Mistral’s new Codestral Mamba to aid longer code generation

Wednesday July 17, 2024. 01:24 PM , from InfoWorld

French AI startup Mistral has launched a new large language model (LLM) that can help generate longer tranches of code comparatively faster than other open-source models, such as CodeGemma-1.1 7B and CodeLlama 7B.

“Unlike transformer models, Mamba models offer the advantage of linear time inference and the theoretical ability to model sequences of infinite length. It allows users to engage with the model extensively with quick responses, irrespective of the input length,” the startup said in a statement.

“This efficiency is especially relevant for code productivity use cases — this is why we trained this model with advanced code and reasoning capabilities, enabling it to perform on par with state-of-the-art transformer-based models,” it explained.

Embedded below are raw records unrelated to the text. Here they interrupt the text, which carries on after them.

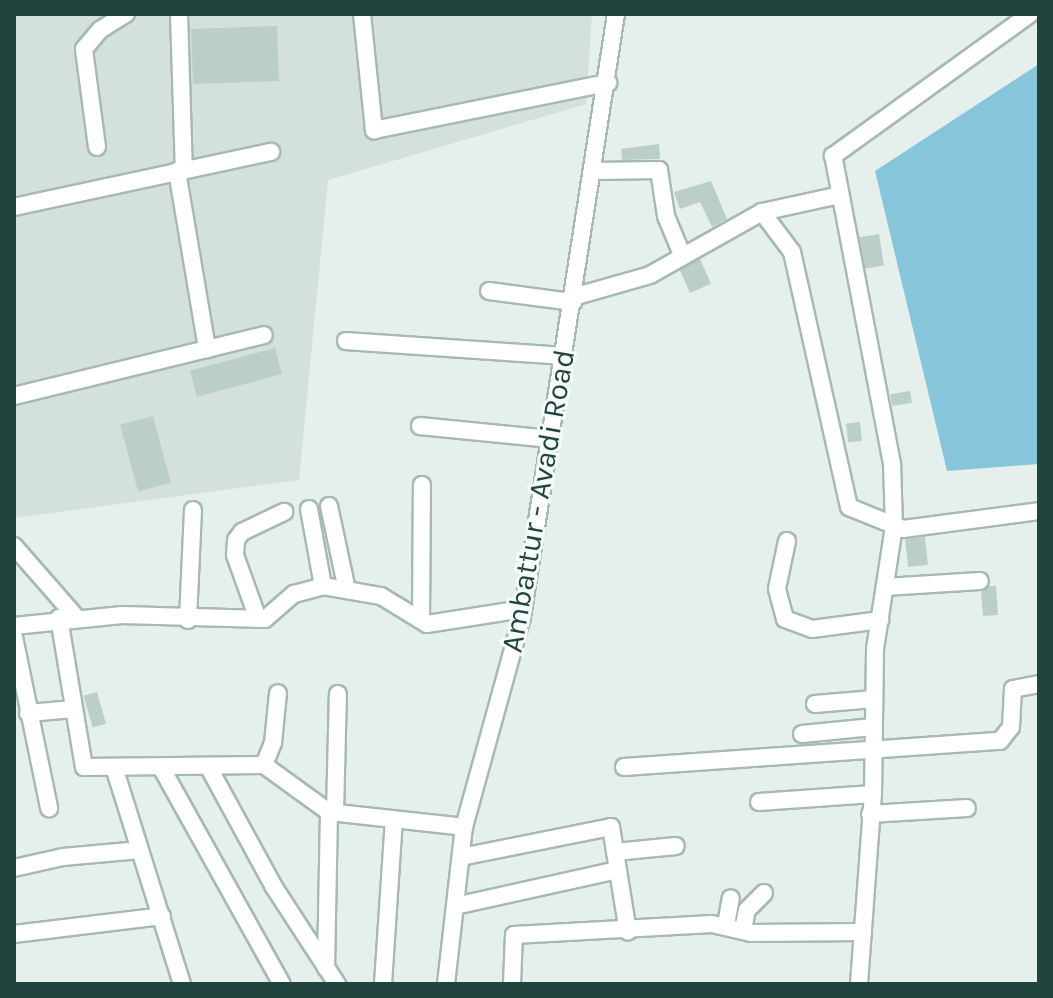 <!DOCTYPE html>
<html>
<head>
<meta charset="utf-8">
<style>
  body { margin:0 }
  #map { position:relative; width:1053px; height:998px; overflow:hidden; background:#e5f0ec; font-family:Karla,sans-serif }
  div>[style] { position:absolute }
  .built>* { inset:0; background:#d3e0db }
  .water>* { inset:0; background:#87c6da }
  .building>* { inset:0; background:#bccec8; transform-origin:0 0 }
  .roads { filter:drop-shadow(2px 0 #a6b9b4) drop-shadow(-2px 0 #a6b9b4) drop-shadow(0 2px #a6b9b4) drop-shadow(0 -2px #a6b9b4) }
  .minor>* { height:16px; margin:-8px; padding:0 8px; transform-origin:8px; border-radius:8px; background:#fff }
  span { translate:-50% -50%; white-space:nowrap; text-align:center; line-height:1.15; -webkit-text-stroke:6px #f6fbf9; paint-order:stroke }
  .street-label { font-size:30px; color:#21443e }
  .frame { position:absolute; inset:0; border:16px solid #21443e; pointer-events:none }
</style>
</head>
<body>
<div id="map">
  <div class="built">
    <i style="clip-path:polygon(14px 14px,592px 14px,586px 104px,328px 180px,299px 480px,14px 518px)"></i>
  </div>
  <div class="water">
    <i style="clip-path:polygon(1039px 64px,1039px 464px,947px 471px,875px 171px)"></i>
  </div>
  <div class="building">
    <i style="left:277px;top:26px;width:55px;height:86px;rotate:88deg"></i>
    <i style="clip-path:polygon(659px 144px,660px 159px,622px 160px,621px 149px)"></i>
    <i style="clip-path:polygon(711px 181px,727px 219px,712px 227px,700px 202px,680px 209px,674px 192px)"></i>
    <i style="left:879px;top:234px;width:32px;height:20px;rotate:81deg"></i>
    <i style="left:700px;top:259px;width:27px;height:23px;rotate:66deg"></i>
    <i style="left:275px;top:348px;width:27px;height:88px;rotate:75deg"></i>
    <i style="left:910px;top:391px;width:12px;height:20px;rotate:81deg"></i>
    <i style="left:153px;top:416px;width:69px;height:34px;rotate:75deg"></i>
    <i style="left:860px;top:422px;width:19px;height:14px;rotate:84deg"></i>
    <i style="left:925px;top:537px;width:28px;height:20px;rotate:84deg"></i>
    <i style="clip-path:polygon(990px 586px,996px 586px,998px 615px,983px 616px,981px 592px)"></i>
    <i style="left:97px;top:692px;width:33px;height:14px;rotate:74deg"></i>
  </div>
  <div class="roads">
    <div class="minor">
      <i style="left:179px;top:14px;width:156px;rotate:88.2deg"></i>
      <i style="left:362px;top:14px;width:117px;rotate:84.1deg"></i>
      <i style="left:374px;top:130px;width:239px;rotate:-11.4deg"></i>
      <i style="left:97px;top:147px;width:99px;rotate:-97.6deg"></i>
      <i style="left:84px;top:49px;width:25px;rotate:-50deg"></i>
      <i style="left:100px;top:30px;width:31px;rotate:-32deg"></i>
      <i style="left:177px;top:171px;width:181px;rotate:80.4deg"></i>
      <i style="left:594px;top:171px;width:65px;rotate:-0.9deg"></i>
      <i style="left:659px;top:170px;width:47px;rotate:81.3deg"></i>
      <i style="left:666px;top:216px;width:44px;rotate:67.5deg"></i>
      <i style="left:14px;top:207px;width:263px;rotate:-12.1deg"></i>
      <i style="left:762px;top:212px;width:80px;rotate:-12.3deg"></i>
      <i style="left:489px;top:291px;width:85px;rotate:7.5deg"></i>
      <i style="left:573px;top:297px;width:80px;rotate:-15.9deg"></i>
      <i style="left:650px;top:275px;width:129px;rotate:-29.4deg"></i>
      <i style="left:762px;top:212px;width:50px;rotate:53.1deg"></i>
      <i style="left:792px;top:252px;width:261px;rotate:77.4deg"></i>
      <i style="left:849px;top:507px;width:58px;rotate:22.2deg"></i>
      <i style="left:903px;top:529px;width:137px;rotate:-7.5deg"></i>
      <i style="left:346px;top:341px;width:219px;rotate:3.9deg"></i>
      <i style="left:14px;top:396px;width:257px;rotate:-13.7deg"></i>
      <i style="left:420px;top:426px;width:131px;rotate:5.7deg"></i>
      <i style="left:329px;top:506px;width:86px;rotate:77.9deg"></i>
      <i style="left:309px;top:509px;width:78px;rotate:79.7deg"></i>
      <i style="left:787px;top:541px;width:49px;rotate:101.8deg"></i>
      <i style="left:777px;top:589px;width:31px;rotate:75deg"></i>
      <i style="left:785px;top:619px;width:29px;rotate:20deg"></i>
      <i style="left:812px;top:629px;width:69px;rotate:-7.5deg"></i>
      <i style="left:14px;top:546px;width:94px;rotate:48.9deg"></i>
      <i style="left:885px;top:587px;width:95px;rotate:-3.6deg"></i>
      <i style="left:59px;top:618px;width:151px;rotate:80.5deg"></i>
      <i style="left:84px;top:767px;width:180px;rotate:-0.6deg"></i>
      <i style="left:264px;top:765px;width:80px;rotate:35.9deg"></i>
      <i style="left:258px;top:619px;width:68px;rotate:-109.8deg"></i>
      <i style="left:235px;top:555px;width:15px;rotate:-86deg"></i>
      <i style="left:236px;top:540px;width:10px;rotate:-53deg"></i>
      <i style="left:242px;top:532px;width:47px;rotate:-25.5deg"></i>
      <i style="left:188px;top:620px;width:110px;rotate:-87.4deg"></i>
      <i style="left:421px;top:620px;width:135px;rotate:-89.6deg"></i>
      <i style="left:14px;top:626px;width:109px;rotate:-5.8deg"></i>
      <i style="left:122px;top:615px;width:143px;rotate:1.6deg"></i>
      <i style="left:265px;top:619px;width:38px;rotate:-41deg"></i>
      <i style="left:294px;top:594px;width:30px;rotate:-15deg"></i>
      <i style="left:323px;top:586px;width:59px;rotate:9.8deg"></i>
      <i style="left:381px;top:596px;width:54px;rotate:31.3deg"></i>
      <i style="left:427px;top:624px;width:97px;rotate:-8.9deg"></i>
      <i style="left:14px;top:637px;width:175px;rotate:78.4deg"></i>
      <i style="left:815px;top:704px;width:59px;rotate:-4.8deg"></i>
      <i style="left:28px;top:713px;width:46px;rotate:-5deg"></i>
      <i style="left:802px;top:734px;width:71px;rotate:-5.6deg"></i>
      <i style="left:264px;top:765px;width:24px;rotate:-68deg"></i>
      <i style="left:273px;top:743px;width:50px;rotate:-84.3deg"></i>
      <i style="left:208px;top:766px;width:138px;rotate:61.4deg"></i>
      <i style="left:274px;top:887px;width:116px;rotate:57deg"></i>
      <i style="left:114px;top:767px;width:227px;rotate:72.6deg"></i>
      <i style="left:161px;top:767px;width:248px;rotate:60.9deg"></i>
      <i style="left:624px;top:767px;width:377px;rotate:-4deg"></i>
      <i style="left:1000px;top:741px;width:18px;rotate:-52deg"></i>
      <i style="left:1011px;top:727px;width:38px;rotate:-87deg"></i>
      <i style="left:1013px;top:689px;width:26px;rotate:-11deg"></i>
      <i style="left:759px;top:802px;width:114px;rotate:-4deg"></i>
      <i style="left:335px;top:813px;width:119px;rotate:-88.6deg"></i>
      <i style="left:870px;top:814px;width:97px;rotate:-3.5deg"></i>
      <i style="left:615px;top:852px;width:61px;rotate:-5.6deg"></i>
      <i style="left:461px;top:857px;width:153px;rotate:-11.3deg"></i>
      <i style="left:611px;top:827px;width:106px;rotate:80.8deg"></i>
      <i style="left:14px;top:868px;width:50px;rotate:-12.7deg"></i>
      <i style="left:63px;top:857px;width:77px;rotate:-5.2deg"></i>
      <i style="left:455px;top:906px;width:166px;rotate:-12.5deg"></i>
      <i style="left:726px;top:925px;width:27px;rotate:-80deg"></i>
      <i style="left:743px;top:930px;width:20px;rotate:-79deg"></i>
      <i style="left:747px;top:910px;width:24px;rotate:-45deg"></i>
      <i style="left:14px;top:934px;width:149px;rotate:-6.9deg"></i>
      <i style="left:326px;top:968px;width:156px;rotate:-88.9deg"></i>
      <i style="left:329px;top:812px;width:136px;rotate:6.3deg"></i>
      <i style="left:383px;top:984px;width:165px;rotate:-86.2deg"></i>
      <i style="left:446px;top:984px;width:158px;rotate:-83.5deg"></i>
      <i style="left:464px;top:827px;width:218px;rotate:-74.6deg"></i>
      <i style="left:522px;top:617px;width:610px;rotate:-81.14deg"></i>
      <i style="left:512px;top:984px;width:49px;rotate:-87.7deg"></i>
      <i style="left:514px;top:935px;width:198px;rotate:-3.2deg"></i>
      <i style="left:712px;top:924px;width:40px;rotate:13deg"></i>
      <i style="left:751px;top:933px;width:112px;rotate:-0.5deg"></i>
      <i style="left:859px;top:984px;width:191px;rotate:-85.8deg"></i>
      <i style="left:873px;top:794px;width:145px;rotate:-89.2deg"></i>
      <i style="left:875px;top:649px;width:124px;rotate:-81.2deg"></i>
      <i style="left:894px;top:526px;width:62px;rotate:-91.8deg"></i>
      <i style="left:892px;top:464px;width:314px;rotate:-100.8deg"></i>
      <i style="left:833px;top:156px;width:243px;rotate:-35.8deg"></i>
    </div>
  </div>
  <div class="street-label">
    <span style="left:538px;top:501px;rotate:-80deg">Ambattur - Avadi Road</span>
  </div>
  <div class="frame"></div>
</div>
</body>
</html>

The company tested Codestral Mamba on in-context retrieval capabilities up to 256k tokens — twice the number seen in OpenAI’s GPT4o — and found its 7B version performing better than open source models in several benchmarking tests, such as HumanEval, MBPP, Spider, and CruxE.

The larger 22B parameter version of the new model also performed significantly better than CodeLlama-34B with the exception of the CruxE benchmark.

While the 7B version is available under the Apache 2.0 license, the larger 22B version is available under a commercial license for self-deployment or community license for testing purposes.

Codestral Mamba, according to the company, can be deployed using the mistral-inference SDK, which relies on the reference implementations from Mamba’s GitHub repository.

The model can also be deployed through TensorRT-LLM or the raw weights can be downloaded from HuggingFace, the company said, adding that for purposes of easy testing, the new model is also available on la Plateforme.

The French startup has come out with another model, dubbed Mathstral, which it claims is part of its broader effort to support academic projects.

Mathstral, according to the startup, stands on the shoulders of Mistral 7B and specializes in STEM subjects.

“Mathstral is another example of the excellent performance/speed tradeoffs achieved when building models for specific purposes – a development philosophy we actively promote in la Plateforme, particularly with its new fine-tuning capabilities,” Mistral wrote in a blog post.

The weights of this model are hosted on HuggingFace and users can try Mathstral with mistral-inference and adapt it with mistral-finetune, it added.